Collected data:
* * * * * * *

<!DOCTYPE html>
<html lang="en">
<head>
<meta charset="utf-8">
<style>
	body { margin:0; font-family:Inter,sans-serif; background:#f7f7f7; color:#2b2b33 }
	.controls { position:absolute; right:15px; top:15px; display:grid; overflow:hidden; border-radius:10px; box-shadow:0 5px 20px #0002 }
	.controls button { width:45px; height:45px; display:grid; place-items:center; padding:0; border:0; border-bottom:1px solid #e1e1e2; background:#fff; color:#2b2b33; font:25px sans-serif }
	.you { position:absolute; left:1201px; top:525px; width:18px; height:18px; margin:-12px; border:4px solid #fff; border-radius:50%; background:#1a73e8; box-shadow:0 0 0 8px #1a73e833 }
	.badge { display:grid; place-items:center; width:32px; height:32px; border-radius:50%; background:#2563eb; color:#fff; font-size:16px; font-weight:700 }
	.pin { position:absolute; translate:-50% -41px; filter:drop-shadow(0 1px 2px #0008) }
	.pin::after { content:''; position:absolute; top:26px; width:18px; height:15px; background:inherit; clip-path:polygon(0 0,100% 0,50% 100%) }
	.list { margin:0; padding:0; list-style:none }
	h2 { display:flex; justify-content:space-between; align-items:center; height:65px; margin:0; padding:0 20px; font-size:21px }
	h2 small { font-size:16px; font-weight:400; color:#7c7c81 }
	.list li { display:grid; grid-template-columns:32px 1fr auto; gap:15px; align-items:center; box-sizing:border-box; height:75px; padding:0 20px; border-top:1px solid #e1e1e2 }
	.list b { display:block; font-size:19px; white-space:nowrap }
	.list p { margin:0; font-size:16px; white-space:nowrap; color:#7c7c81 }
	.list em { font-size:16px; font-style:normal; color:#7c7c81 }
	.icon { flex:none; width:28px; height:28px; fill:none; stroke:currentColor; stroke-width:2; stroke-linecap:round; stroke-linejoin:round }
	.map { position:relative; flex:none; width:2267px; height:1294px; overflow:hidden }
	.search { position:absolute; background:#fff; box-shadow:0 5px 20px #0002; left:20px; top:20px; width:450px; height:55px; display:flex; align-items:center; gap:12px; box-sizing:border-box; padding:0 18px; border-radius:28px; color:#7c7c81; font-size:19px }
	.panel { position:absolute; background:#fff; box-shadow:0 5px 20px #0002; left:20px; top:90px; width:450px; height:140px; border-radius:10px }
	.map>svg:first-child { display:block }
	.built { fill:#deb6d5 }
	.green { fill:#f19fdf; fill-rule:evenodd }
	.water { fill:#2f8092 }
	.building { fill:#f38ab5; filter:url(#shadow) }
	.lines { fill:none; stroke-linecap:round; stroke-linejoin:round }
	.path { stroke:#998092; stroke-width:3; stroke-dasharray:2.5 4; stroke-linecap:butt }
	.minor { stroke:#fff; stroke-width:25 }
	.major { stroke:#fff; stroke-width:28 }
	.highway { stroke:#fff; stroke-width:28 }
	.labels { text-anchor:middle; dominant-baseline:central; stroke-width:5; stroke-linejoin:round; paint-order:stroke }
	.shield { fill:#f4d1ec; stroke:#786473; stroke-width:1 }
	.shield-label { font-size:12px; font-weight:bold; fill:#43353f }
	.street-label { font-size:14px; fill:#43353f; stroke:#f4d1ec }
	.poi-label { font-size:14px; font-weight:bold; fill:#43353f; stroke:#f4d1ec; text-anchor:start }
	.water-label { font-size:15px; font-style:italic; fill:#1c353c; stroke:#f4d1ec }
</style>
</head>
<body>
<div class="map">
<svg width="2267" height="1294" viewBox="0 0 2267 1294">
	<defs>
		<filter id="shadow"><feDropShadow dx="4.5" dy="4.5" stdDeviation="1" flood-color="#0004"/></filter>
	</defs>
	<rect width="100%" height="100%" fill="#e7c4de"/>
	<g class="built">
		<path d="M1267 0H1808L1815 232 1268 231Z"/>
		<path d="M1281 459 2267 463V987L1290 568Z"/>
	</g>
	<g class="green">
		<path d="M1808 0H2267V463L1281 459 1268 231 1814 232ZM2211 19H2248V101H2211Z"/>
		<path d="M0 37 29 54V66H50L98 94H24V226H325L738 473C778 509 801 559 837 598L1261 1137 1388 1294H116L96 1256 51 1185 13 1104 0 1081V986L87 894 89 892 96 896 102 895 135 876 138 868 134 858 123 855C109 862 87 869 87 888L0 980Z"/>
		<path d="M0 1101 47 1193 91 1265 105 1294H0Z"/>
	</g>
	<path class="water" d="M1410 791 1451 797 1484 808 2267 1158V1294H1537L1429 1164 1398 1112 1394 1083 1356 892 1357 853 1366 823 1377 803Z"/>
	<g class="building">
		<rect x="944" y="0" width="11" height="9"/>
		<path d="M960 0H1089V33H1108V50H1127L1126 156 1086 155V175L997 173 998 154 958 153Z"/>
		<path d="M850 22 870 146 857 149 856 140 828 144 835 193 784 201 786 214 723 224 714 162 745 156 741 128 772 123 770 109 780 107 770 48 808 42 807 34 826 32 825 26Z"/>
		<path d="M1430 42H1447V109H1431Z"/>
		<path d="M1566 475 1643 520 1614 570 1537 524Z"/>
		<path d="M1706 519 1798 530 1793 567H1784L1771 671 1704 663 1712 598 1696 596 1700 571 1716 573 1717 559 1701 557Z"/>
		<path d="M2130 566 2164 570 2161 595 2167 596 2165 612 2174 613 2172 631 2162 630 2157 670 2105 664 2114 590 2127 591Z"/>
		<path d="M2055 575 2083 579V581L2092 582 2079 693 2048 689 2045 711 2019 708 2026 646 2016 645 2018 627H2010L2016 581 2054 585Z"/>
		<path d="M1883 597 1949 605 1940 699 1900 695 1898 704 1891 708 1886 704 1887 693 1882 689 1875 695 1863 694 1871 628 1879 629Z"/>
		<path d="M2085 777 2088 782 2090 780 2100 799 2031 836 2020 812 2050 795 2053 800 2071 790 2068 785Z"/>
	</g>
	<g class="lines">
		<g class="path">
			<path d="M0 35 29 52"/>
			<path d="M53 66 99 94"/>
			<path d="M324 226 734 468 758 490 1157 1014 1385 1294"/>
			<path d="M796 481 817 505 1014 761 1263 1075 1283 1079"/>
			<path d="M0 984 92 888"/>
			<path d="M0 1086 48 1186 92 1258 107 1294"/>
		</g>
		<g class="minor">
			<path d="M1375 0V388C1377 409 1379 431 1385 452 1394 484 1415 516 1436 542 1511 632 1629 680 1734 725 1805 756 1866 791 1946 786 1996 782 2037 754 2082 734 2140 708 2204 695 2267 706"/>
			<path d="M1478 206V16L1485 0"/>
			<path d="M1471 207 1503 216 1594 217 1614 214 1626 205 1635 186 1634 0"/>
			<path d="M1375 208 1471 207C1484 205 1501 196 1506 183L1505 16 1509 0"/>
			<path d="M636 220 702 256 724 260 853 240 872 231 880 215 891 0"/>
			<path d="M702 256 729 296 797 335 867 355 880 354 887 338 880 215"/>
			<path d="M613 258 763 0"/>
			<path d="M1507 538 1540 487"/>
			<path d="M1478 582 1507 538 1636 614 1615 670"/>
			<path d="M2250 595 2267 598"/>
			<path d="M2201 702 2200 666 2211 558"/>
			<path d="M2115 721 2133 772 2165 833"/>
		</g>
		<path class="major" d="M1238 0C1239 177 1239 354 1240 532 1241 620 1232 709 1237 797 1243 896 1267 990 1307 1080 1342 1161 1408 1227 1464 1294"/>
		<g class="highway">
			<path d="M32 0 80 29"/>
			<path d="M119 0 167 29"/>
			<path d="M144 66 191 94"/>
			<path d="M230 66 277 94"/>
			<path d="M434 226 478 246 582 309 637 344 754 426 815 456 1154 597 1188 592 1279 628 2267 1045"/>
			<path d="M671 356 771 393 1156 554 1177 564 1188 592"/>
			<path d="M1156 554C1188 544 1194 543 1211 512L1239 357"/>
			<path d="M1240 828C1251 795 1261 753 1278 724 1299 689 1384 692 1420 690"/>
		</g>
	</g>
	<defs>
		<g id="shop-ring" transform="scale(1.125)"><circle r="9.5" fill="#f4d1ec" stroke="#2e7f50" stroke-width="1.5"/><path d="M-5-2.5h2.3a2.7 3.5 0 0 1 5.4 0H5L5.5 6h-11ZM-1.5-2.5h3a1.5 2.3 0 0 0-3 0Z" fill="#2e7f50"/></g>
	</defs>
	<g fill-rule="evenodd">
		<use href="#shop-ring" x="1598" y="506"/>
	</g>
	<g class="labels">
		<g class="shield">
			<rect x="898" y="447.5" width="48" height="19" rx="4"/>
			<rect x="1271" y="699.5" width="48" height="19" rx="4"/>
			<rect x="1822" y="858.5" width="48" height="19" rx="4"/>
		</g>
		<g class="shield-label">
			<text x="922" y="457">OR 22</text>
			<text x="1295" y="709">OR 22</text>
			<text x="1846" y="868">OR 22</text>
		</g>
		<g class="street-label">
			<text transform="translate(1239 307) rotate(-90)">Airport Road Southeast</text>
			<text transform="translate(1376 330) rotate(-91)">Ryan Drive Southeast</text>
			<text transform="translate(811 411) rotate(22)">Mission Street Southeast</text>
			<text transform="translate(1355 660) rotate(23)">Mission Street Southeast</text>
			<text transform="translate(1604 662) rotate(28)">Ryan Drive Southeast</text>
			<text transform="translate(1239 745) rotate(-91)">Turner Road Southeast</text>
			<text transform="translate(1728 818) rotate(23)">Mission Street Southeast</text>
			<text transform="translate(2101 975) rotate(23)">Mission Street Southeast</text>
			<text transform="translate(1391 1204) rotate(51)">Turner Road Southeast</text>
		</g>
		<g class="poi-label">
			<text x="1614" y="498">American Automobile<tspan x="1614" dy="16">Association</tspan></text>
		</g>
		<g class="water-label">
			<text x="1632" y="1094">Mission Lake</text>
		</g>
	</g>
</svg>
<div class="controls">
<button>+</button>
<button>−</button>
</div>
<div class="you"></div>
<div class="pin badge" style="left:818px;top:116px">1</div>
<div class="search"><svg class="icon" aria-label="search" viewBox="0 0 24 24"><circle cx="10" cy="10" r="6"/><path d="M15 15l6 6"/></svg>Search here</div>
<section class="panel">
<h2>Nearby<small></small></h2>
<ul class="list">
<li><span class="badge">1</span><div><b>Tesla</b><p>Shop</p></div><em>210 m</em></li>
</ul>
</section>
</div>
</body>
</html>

* * * * * * *

■ **Brief**
Return exactly, and only, the lines above starting at the line that contains "566 2164 570" and ending at the line that contains "0V388C1377 409 1379".

■ **Completed task**
		<path d="M2130 566 2164 570 2161 595 2167 596 2165 612 2174 613 2172 631 2162 630 2157 670 2105 664 2114 590 2127 591Z"/>
		<path d="M2055 575 2083 579V581L2092 582 2079 693 2048 689 2045 711 2019 708 2026 646 2016 645 2018 627H2010L2016 581 2054 585Z"/>
		<path d="M1883 597 1949 605 1940 699 1900 695 1898 704 1891 708 1886 704 1887 693 1882 689 1875 695 1863 694 1871 628 1879 629Z"/>
		<path d="M2085 777 2088 782 2090 780 2100 799 2031 836 2020 812 2050 795 2053 800 2071 790 2068 785Z"/>
	</g>
	<g class="lines">
		<g class="path">
			<path d="M0 35 29 52"/>
			<path d="M53 66 99 94"/>
			<path d="M324 226 734 468 758 490 1157 1014 1385 1294"/>
			<path d="M796 481 817 505 1014 761 1263 1075 1283 1079"/>
			<path d="M0 984 92 888"/>
			<path d="M0 1086 48 1186 92 1258 107 1294"/>
		</g>
		<g class="minor">
			<path d="M1375 0V388C1377 409 1379 431 1385 452 1394 484 1415 516 1436 542 1511 632 1629 680 1734 725 1805 756 1866 791 1946 786 1996 782 2037 754 2082 734 2140 708 2204 695 2267 706"/>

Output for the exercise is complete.